Olha, Isabella, a gente tem que voltar lá na década de 1980 e lembrar do texto canônico da Magda Soares, né? Quando ela diz que a alfabetização tem muitas facetas: a faceta linguística, a faceta psicológica, a faceta histórica, a faceta sociológica, enfim, ela vai descrever essas facetas. Quando a gente pensa que a alfabetização pode ser um processo levado à frente por apenas uma dessas facetas, no caso a psicológica, e ainda, pior que isso, dentro dela apenas uma referência teórica, que é a psicologia cognitivista, é um fracasso. Por que é um fracasso? Porque, veja, vamos pegar a faceta sociológica. Uma criança que vive na Pedreira Prado Lopes [comunidade de Belo Horizonte-MG], com dificuldades de sobrevivência, tem as mesmas relações ou as mesmas condições que uma criança protegida – com recursos financeiros já suficientes para sua sobrevivência, em que o pai tem empregada, a mãe tem empregada – tem de apropriar-se dessa linguagem? É lógico que não. A desigualdade social reflete na desigualdade de acesso aos bens culturais. Isso impacta na alfabetização? Claro que sim. 
 
É muito equivocado você considerar uma única faceta e ainda mais equivocado você considerar dentro de uma única faceta uma única concepção teórica. É muito triste também que em pleno 2021 a gente volte a pensar que a alfabetização é uma questão de método, né, depois de tudo que estudamos de Paulo Freire, sobre Emilia Ferreiro, que aprendemos com Magda Soares, que nós desenvolvemos em várias pesquisas. A gente voltar a isso é talvez voltar até antes de 1980, talvez para a década de 1950 com as cartilhas, porque é isso que a PNA está propondo. 
 

De que maneira os professores e as professoras da educação infantil podem auxiliar as crianças no seu processo de aquisição da língua escrita sem submetê-las a uma experiência maçante e metodológica?
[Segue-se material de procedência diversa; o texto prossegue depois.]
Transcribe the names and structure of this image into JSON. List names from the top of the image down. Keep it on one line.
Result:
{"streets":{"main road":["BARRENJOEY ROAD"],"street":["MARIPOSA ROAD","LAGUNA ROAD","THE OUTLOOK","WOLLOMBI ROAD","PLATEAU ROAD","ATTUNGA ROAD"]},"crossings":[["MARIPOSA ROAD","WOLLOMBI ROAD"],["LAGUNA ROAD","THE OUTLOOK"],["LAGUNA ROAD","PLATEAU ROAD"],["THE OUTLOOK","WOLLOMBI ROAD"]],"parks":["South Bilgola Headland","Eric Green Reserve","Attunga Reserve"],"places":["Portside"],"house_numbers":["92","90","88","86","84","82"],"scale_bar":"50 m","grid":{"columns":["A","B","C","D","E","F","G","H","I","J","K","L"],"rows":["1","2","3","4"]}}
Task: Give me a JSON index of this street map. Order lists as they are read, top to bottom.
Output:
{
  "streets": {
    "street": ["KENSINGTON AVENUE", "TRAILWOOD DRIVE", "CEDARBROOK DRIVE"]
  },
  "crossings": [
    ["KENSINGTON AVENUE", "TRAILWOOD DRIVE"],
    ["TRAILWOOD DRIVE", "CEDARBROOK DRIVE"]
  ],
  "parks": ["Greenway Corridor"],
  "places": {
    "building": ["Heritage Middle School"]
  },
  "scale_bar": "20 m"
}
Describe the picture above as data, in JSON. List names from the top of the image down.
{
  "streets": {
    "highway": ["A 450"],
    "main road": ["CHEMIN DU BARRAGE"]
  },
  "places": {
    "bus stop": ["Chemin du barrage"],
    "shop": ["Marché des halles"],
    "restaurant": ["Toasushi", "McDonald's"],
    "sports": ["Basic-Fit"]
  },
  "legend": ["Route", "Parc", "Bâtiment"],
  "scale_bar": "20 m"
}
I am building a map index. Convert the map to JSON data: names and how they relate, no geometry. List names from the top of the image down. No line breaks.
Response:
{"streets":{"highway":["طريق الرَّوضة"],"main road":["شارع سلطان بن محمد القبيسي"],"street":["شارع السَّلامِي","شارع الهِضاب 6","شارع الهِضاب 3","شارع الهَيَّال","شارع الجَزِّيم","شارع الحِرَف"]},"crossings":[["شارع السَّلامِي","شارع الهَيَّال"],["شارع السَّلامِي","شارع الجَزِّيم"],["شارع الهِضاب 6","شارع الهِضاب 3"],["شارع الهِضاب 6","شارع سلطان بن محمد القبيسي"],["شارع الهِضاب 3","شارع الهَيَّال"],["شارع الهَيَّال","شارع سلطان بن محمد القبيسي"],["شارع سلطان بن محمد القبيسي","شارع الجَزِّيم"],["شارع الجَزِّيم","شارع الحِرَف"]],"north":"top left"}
Aí eu acho que a gente comete um equívoco em alguns momentos, sabe? Que tem a ver com a concepção de infância, com a concepção do conceito de brincar e deste princípio que está na Base Nacional Comum Curricular, que por sua vez bebeu na fonte das Diretrizes Curriculares Nacionais. A professora pode imaginar que esse eixo do brincar são jogos, por exemplo, de alfabetização. Então, ela pode falar: “nossa, claro que é muito lúdico o que eu faço. Eu faço bingo de letra, eu faço amarelinhas que chamam a atenção para as letras. Então, tem muita brincadeira”. Não é disso que a gente está falando, ainda que possa haver esse tipo de trabalho, mas isso não garante que a professora esteja levando em conta e tendo em consideração esse princípio de que a brincadeira precisa ser um dos eixos da prática pedagógica. Quando a gente está dizendo isso é observar a criança. Se ela está brincando que é um super herói e essa é a brincadeira da turma, como que a professora pode instrumentalizar essa brincadeira, tendo em vista que ela precisa apoiar essa criança na ampliação das experiências, nesse caso com a linguagem escrita? Ela pode fazer uma lista de coisas que precisam ser compradas para aquele super herói, ela pode fazer uma lista dos melhores super heróis, ela pode fazer sobre quais os poderes que os super heróis mais utilizam, ou seja, ela vai trazer a linguagem escrita, que é o que a gente está conversando aqui hoje, para aquele contexto da brincadeira. Isso é muito diferente de você bolar jogos pedagógicos e dizer que você está levando em consideração esse princípio de que a brincadeira é um eixo da prática pedagógica.
 
Então, esses exemplos que eu estou dando é para deixar claro que se deve partir da necessidade daqueles sujeitos que vivem a primeira infância e mostrar que a leitura e a escrita podem integrar aquelas práticas sociais, porque é um direito daquelas crianças. Não é trazer do nosso olhar adulto aquilo que a gente acha que é legal para a criança. Por isso que eu digo que na educação infantil a observação do que está acontecendo é um elemento fundamental para o planejamento, para a sistematização desse conhecimento, saber observar, saber escutar as crianças. Observar o que está acontecendo para que a gente cumpra com o Artigo 3° das Diretrizes, né, que ao definir currículos diz: o currículo é o conjunto e as práticas que articulam conhecimentos e saberes que a criança tem com os conhecimentos tecnológicos, culturais, etc. Observar as práticas, escutar as crianças e a partir daí você instrumentalizar. 
 

O PNLD 2022 da Educação Infantil pretende distribuir livros didáticos para os alunos da Educação Infantil. Na sua opinião, o uso desses materiais na primeira infância é positivo para a aprendizagem do aluno?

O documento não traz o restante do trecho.